Provided records:

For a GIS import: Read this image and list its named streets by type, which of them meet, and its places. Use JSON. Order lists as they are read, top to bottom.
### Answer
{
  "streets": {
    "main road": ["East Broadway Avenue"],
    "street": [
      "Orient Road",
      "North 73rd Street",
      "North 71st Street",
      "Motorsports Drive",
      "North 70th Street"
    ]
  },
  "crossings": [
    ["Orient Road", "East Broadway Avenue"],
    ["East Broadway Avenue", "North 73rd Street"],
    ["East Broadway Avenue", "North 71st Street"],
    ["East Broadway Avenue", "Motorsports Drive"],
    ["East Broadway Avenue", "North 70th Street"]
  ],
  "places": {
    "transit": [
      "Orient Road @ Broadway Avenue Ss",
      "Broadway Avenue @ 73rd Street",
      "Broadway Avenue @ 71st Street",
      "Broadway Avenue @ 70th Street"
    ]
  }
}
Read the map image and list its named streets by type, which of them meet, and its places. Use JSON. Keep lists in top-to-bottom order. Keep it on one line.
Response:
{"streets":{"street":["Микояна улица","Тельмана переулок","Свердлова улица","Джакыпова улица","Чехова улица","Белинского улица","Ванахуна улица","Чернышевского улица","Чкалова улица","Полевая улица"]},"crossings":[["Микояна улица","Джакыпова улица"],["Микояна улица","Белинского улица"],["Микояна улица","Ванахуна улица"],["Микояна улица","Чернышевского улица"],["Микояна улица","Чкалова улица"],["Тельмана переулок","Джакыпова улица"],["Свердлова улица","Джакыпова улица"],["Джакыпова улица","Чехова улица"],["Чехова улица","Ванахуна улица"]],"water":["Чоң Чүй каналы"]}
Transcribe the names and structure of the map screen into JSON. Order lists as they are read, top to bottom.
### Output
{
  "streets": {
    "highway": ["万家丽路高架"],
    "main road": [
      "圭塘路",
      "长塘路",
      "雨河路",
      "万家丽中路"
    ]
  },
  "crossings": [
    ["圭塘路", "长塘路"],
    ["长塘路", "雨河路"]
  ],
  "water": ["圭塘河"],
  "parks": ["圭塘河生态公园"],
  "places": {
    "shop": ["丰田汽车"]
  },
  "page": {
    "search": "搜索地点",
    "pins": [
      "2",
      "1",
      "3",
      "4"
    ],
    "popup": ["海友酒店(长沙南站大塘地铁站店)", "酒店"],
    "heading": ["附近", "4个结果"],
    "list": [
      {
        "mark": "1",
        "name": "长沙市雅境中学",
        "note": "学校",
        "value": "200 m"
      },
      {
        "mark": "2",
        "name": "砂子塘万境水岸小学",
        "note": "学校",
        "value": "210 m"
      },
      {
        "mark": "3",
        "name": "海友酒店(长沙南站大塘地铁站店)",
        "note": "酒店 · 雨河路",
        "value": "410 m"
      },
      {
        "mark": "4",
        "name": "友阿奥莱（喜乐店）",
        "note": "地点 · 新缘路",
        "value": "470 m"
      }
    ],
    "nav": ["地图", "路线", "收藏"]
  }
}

What to do: Show every line from the listing that contains "they".

Expected answer:
For a GIS import: Read this image and list its named streets by type, which of them meet, and its places. Use JSON. Order lists as they are read, top to bottom.
Transcribe the names and structure of the map screen into JSON. Order lists as they are read, top to bottom.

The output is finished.